One of the fiercest debates in Silicon Valley right now is about who should control artificial intelligence, and who should make the rules that powerful AI systems must follow. Should AI be governed by a handful of companies? Should regulators and politicians step in and build their own guardrails? Or should AI models be made open-source and given away freely, so users and developers can choose their own rules?
An experiment by Anthropic, maker of the chatbot Claude, offers a quirky middle path: what if an AI company let a group of ordinary citizens write some rules, and trained a chatbot to follow them?
The experiment, known as “Collective Constitutional AI”, builds on Anthropic’s earlier work on Constitutional AI, a way of training large language models that relies on a written set of principles. It is meant to give a chatbot clear instructions on how to handle sensitive requests, what topics are off-limits and how to act in line with human values.
If Collective Constitutional AI works, it could inspire other experiments in AI governance, and give AI companies more ideas for how to invite outsiders to take part in their rule-making processes.
Right now, the rules for powerful AI systems are set by a tiny group of industry insiders, who decide how their models should behave based on some combination of their personal ethics, commercial incentives and external pressure. There are no checks on that power.
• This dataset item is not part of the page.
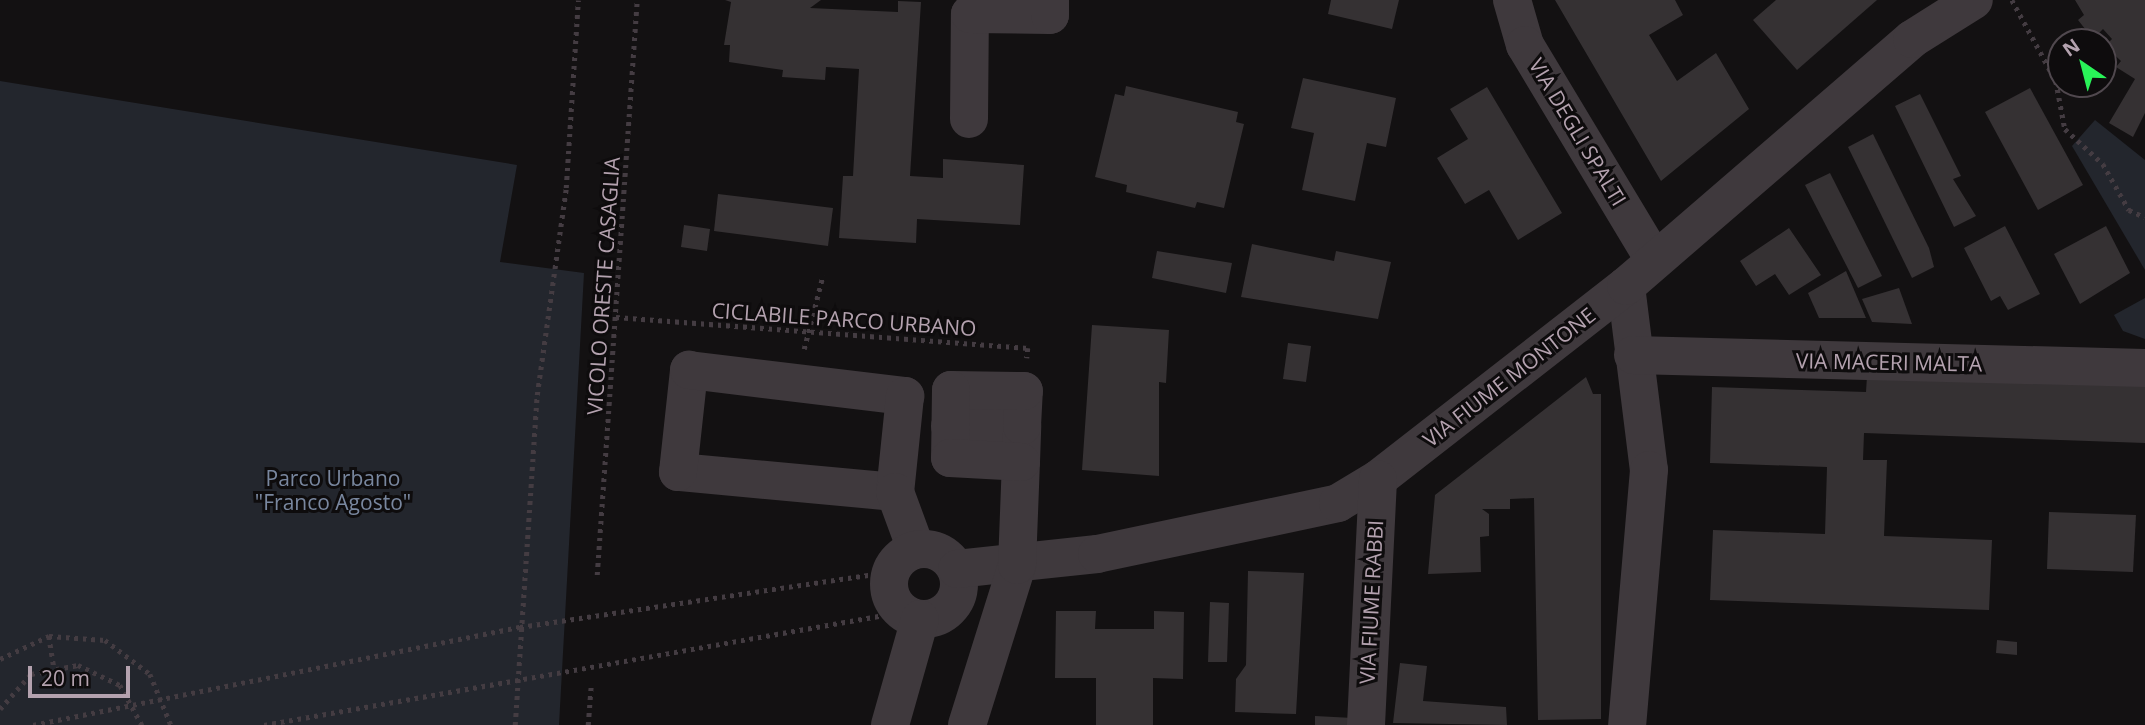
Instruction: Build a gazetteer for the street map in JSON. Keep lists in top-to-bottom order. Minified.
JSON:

Opening up AI governance could increase society’s comfort with these tools, and give regulators more confidence that they’re being skillfully steered. It could also prevent some of the problems of the social media boom of the 2010s, when a handful of Silicon Valley titans ended up controlling vast swathes of online speech.
Constitutional AI works by using a written set of rules to police the behaviour of an AI model. The first version of Claude’s constitution borrowed rules from authoritative documents, including the United Nations’ Universal Declaration of Human Rights and Apple’s terms of service.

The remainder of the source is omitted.